Exercise data.

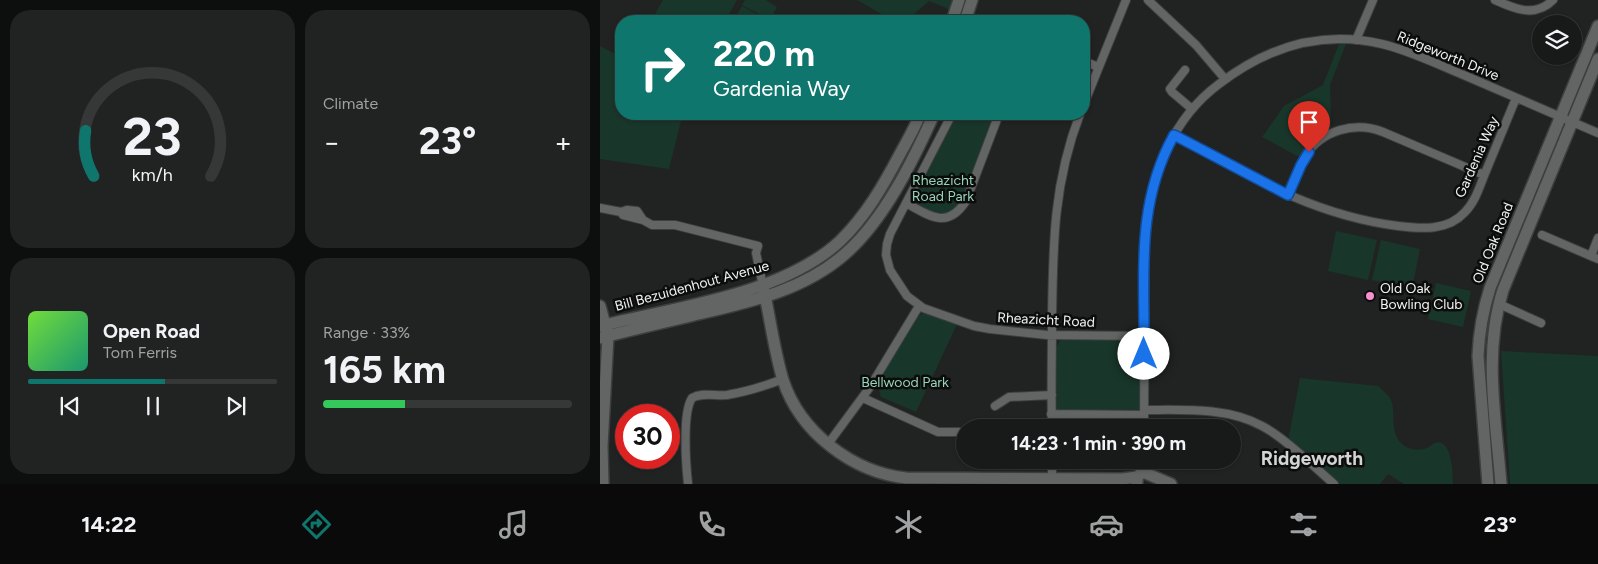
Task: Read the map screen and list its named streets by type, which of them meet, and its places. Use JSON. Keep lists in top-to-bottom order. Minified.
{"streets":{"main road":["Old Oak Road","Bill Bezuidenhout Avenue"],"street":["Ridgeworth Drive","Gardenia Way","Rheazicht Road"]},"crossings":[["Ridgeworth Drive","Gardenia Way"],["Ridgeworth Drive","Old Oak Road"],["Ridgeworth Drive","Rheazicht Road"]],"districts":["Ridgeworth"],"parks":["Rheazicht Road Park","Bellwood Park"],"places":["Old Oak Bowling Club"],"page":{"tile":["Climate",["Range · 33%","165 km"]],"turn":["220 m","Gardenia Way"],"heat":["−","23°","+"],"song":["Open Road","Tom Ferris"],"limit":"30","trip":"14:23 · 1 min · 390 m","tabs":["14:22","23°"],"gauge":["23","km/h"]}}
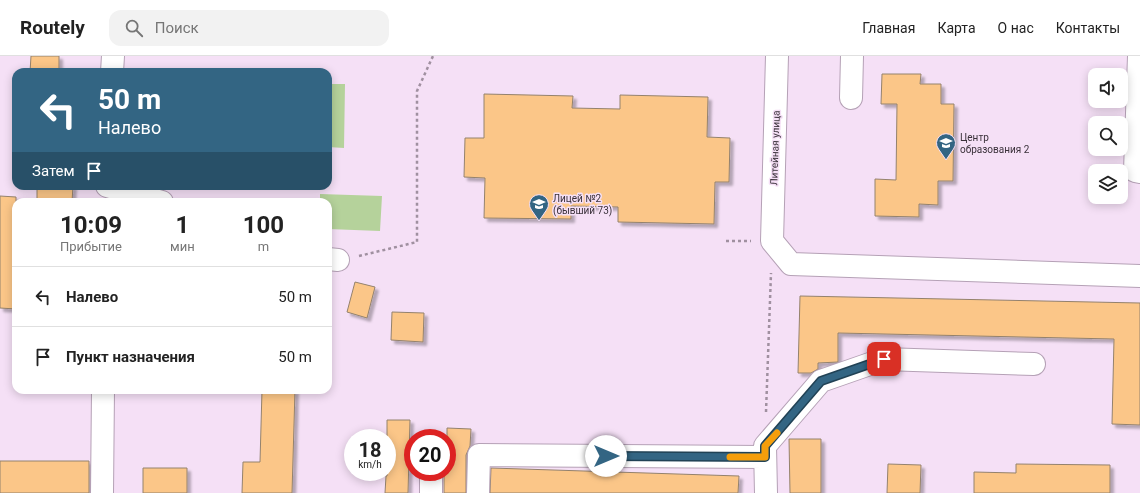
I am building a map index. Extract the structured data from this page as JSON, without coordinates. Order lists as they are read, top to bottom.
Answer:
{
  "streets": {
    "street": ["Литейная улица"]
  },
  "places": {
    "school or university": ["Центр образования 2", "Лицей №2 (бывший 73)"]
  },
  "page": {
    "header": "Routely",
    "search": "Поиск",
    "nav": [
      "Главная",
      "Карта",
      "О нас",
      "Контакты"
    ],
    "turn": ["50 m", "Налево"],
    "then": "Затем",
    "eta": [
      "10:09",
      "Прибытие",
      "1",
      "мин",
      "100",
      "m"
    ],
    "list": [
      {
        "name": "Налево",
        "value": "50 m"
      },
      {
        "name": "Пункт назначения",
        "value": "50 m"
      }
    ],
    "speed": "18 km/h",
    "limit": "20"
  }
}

==

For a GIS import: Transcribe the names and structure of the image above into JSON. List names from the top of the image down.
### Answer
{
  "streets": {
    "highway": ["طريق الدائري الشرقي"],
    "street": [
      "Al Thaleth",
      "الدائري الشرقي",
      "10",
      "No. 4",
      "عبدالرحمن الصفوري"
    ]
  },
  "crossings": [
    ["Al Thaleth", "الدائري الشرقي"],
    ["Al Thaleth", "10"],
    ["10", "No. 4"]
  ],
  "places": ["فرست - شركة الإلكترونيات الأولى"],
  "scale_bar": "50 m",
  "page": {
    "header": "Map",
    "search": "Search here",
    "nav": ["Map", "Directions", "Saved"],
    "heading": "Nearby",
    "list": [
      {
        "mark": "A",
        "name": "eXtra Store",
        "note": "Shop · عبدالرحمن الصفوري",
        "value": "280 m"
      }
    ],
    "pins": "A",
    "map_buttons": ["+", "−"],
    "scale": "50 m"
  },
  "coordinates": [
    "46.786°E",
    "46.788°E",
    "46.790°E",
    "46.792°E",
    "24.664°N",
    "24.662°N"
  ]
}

==

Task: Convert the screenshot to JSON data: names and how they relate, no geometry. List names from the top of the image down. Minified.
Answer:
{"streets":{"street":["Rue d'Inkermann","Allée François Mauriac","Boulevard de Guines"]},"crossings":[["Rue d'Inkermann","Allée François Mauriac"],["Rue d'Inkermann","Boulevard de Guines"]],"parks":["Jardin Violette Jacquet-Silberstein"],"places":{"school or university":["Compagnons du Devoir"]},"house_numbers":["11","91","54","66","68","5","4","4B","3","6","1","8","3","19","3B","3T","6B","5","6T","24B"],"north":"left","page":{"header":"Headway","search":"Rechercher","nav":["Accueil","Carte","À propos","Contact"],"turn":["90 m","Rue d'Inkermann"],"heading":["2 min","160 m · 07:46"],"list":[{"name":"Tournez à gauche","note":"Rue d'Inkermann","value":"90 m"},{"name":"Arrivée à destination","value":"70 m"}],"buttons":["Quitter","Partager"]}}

Work instructions. Repeat the lines above exactly, beginning with the one containing "Task: Read the" and finishing with the one containing "I am building". No pictures belong in the copy.

Task response.
Task: Read the map screen and list its named streets by type, which of them meet, and its places. Use JSON. Keep lists in top-to-bottom order. Minified.
{"streets":{"main road":["Old Oak Road","Bill Bezuidenhout Avenue"],"street":["Ridgeworth Drive","Gardenia Way","Rheazicht Road"]},"crossings":[["Ridgeworth Drive","Gardenia Way"],["Ridgeworth Drive","Old Oak Road"],["Ridgeworth Drive","Rheazicht Road"]],"districts":["Ridgeworth"],"parks":["Rheazicht Road Park","Bellwood Park"],"places":["Old Oak Bowling Club"],"page":{"tile":["Climate",["Range · 33%","165 km"]],"turn":["220 m","Gardenia Way"],"heat":["−","23°","+"],"song":["Open Road","Tom Ferris"],"limit":"30","trip":"14:23 · 1 min · 390 m","tabs":["14:22","23°"],"gauge":["23","km/h"]}}
I am building a map index. Extract the structured data from this page as JSON, without coordinates. Order lists as they are read, top to bottom.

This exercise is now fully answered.